後任に選ばれた若き騎士団の青年への引き継ぎ、子供たちへの別れの挨拶、また、書記官としての基本的な振る舞いや、ヴォーアム王国のしきたり、広くは半島全体の風習や情勢などを急いで学ぶ必要があった。
しかし、肉体の鍛錬は不得意であったジャニィだが、これらを学ぶことは得意だった。
ほんの二週間でこれらの教養を詰め込み、ジャニィはせっせと旅支度を初めていた。
ヴォーアムに来て五年、長期でここを離れることはジャニィにとっても初めての経験で、どこか心が弾んでいた。
真歴一四九八年二月、王子の旅立ちが近づきつつあった。
「地図、地図、地図はどこだ?」
ジャニィは埃っぽい宝物庫で地図を探していた。
「しかし、ここはいつから倉庫になったんだ?」
ジャニィは愚痴をこぼしながら、奥へ進んだ。
すると、カランっと、何かを蹴飛ばした感触が足に伝わった。
「うん? なんだ?」
ジャニィは足元に転がるガラクタを手に取った。
「この模様は……、まさかジンのランプか?」
ジャニィは埃の被ったガラクタの側面の模様をまじまじと見つめた。
「まずいな」
ジャニィは辺りに気配がないか神経を研ぎ澄ませた。
「大丈夫そうだな。俺には憑いてなさそうだが、一応、祭事長に見てもらうか? しかし、旅の前だってのに縁起が悪いな」
ジャニィは地図探しもそこそこに祭事長の元へ急いだ。
「祭事長、入ります」
ジャニィは扉をノックすると、返事を待たずに扉を開け、首だけを部屋の中に入れ覗き込んだ。

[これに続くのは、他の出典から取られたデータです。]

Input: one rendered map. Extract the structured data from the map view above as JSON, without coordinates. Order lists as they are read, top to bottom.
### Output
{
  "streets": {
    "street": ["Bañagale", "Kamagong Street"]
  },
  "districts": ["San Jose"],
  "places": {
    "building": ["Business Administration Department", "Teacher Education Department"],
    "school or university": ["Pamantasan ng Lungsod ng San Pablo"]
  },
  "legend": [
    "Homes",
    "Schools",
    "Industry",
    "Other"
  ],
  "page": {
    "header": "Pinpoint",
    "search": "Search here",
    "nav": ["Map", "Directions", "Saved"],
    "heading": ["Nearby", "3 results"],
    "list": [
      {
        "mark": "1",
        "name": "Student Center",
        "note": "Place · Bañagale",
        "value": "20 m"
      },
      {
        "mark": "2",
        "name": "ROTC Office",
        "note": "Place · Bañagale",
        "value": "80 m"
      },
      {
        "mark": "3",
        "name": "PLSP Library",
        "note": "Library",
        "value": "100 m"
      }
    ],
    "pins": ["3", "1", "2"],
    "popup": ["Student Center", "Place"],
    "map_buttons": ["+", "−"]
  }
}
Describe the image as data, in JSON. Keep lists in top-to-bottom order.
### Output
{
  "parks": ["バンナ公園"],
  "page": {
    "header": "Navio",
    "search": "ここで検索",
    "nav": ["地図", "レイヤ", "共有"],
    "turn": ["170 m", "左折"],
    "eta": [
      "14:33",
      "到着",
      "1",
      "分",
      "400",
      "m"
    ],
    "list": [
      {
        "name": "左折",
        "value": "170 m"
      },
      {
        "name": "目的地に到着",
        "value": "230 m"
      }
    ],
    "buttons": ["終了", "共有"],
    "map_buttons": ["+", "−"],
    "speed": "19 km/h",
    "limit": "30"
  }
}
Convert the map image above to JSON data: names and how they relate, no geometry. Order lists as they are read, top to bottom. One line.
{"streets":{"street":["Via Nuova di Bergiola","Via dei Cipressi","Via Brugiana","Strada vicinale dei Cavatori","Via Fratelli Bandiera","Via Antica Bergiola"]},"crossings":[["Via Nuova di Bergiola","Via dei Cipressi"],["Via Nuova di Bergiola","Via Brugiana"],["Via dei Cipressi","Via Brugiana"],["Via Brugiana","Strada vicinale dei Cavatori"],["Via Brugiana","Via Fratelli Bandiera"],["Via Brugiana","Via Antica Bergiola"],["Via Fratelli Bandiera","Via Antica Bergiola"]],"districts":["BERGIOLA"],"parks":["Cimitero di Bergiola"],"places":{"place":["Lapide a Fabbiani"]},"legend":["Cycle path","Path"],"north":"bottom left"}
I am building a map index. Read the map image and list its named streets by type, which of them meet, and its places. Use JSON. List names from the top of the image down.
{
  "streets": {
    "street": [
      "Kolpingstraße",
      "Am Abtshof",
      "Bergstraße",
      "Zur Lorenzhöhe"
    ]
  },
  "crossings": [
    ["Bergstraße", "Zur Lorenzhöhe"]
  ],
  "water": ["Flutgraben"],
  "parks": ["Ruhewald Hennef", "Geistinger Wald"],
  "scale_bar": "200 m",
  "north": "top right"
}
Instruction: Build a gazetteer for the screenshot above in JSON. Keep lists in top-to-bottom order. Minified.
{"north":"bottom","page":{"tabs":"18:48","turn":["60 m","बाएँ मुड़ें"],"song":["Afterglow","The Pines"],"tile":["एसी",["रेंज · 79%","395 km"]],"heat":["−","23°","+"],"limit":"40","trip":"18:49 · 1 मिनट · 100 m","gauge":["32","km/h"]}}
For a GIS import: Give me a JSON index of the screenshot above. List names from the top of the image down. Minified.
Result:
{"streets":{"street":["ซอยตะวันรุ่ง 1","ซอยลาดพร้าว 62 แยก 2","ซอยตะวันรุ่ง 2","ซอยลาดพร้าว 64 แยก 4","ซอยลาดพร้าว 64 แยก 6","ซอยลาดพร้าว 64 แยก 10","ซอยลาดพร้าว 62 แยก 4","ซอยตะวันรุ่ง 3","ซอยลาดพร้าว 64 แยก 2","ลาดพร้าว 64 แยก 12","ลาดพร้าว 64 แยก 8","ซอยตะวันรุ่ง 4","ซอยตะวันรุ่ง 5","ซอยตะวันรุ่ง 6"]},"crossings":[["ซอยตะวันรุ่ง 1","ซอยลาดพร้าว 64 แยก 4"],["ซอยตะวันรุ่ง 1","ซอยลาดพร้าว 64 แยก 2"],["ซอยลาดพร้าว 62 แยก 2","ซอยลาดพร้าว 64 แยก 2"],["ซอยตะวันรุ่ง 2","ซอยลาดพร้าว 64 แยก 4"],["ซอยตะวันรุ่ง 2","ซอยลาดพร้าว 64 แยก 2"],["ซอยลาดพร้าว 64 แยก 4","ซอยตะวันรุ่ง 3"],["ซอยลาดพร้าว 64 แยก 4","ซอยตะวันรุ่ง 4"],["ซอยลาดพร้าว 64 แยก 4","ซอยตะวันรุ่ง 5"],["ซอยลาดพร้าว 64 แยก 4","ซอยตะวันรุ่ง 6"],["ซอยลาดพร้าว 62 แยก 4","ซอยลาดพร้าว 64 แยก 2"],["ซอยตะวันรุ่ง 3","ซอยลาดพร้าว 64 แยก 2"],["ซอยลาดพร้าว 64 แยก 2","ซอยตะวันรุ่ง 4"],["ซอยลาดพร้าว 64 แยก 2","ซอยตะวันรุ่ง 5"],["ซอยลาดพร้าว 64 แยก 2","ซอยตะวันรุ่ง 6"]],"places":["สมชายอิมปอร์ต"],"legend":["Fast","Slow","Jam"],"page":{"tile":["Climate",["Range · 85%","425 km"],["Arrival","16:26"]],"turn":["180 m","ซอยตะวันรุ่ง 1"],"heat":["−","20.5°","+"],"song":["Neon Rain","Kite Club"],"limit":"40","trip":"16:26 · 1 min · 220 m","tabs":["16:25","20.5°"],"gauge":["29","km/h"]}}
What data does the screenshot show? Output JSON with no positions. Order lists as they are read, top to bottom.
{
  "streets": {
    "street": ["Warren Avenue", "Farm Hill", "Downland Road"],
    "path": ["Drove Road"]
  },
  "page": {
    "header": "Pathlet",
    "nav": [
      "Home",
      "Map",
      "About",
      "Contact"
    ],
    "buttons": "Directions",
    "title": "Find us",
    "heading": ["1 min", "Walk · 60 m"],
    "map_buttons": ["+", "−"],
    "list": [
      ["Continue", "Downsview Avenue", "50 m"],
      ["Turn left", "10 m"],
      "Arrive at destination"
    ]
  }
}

が、祭事長はおらず、部屋は鎮まりかえっていた。
「やっぱり、いないか?」
ジャニィはキョロキョロと首を回して部屋を確認していた。
「王子とシュラバリー邸に向かったってのは噂じゃなかったんだな」
ジャニィがそう思っていると、背後から急に声が聞こえた。
「誰だ! 何をやっている!」
王宮の衛兵だ。
「やべぇ」ジャニィは扉を閉めると王宮の廊下を一目散に走って逃げた。